I've been working on getting that right. I take all my leaves and grass clippings and pile them on my garden and around the plants. That's helped a lot, but I still had weeds take over by August last year. Ruth Stout said that if you have weeds you need more mulch. I piled more on this year than ever before, but I'll still have weeds. I still need more mulch smile

She also said, "don't worry about weeds". If you get a few weeds it's not that big of a deal. Some will deter pest, others will attract beneficial insects, and you can still harvest what you've planted. I went with that last year because it was too darn hot to go out and pluck weeds in August. But I did still go out and harvest what I'd planted and I got a lot out of that weedy garden.
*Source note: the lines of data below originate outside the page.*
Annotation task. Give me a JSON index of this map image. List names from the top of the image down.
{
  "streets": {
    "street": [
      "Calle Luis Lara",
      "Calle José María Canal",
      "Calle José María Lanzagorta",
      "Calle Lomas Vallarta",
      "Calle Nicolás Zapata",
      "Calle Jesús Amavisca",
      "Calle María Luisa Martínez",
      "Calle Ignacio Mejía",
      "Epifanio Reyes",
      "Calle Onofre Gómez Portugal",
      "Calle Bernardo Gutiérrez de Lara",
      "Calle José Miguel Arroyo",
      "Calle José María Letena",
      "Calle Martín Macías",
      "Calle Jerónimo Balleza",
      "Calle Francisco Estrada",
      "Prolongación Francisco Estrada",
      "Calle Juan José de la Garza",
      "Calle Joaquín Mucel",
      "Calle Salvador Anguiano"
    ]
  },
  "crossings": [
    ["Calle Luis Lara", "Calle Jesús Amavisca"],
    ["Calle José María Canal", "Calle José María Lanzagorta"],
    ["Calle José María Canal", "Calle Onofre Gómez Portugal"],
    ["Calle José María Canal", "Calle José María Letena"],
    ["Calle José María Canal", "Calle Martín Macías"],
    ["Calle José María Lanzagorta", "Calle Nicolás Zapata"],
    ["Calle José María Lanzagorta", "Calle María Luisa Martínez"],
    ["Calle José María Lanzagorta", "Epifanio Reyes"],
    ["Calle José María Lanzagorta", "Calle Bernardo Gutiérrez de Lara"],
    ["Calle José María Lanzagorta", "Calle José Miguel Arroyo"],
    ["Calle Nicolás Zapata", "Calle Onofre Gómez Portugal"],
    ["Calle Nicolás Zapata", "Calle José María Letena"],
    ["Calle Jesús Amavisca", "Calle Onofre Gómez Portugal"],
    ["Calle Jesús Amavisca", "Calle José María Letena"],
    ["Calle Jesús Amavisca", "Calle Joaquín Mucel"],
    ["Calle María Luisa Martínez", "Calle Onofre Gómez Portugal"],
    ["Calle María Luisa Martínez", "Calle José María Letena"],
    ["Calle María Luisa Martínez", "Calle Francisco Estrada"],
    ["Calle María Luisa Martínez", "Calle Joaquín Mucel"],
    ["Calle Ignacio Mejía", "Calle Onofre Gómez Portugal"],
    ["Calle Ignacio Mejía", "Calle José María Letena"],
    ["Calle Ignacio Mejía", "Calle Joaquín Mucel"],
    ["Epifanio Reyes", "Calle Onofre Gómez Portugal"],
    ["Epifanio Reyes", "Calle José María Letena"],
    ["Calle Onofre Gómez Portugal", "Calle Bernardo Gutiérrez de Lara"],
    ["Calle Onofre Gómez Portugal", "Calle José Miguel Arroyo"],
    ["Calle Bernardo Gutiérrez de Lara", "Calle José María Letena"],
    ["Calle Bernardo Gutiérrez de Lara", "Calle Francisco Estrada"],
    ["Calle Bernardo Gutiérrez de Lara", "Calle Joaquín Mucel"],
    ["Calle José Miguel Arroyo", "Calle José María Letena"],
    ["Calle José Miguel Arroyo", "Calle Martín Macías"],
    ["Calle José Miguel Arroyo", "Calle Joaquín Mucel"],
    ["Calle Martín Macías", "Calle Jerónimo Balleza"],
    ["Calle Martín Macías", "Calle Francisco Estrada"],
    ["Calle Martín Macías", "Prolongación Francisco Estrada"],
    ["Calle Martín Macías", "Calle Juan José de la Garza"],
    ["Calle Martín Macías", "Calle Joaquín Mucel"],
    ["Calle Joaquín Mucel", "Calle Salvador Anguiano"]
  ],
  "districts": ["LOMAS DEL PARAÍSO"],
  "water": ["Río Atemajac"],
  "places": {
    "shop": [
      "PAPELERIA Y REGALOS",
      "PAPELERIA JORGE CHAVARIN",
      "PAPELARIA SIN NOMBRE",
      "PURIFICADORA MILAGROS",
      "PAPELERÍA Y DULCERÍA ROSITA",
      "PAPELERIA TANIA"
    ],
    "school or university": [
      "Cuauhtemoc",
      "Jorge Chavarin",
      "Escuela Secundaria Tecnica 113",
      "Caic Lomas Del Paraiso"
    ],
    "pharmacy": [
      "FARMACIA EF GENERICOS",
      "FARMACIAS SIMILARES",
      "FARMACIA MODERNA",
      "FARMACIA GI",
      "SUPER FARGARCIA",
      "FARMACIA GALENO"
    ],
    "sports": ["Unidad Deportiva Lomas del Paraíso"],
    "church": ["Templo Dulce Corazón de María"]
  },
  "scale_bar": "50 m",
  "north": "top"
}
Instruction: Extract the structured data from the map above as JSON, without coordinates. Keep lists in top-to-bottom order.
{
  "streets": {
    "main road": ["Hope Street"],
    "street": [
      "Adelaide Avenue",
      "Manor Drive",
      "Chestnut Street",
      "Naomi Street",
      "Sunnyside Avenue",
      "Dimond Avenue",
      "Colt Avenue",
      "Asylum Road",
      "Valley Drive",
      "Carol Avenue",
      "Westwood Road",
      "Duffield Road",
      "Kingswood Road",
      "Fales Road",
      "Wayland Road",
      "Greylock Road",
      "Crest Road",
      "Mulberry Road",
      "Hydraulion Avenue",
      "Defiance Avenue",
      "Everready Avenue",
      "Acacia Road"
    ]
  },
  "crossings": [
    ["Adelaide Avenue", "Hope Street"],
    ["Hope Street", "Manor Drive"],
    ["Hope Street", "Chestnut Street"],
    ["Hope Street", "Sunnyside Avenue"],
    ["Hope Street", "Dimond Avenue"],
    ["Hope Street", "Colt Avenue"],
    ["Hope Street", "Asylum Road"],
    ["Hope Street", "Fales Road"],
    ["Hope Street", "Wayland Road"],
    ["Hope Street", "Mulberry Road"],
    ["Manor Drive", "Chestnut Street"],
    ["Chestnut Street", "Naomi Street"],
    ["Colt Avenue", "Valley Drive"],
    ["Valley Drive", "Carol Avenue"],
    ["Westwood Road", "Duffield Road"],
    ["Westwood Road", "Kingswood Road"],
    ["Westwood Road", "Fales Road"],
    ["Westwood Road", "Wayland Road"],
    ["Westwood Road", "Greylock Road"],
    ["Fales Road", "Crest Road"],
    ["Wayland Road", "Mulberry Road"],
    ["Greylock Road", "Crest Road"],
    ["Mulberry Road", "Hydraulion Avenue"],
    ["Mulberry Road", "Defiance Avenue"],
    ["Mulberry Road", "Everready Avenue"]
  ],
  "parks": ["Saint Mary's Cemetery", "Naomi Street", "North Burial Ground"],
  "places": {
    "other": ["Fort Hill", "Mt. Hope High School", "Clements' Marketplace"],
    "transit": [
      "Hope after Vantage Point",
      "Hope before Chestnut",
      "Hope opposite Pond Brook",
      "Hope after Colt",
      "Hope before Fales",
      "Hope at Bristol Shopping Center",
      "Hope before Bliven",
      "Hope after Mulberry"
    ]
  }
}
It wasn't that pretty to look at though blush

Another thing Ruth Stout said was that if you kept a thick layer of mulch you wouldn't need to till your garden. This is true. After two years of tilling in leaf mulch into the hard clay soil we have here each Spring and then piling on the mulch all year, I did not have to til this year. I pulled the mulch back and I can sink my hands into what is now rich black soil that's full of earthworms. And, she said, because of this the weeds you have will be easier to pull out. This is true too.

I've basically followed her methods with this plot from the beginning. It's a long process to get it all working right. At least it takes a few years here to get the soil built up and really soft and loose, and years of mulching to get the weeds finally smothered out. I'm not there yet, but I am getting closer every year to really following her advice and so far it's working like she said it will.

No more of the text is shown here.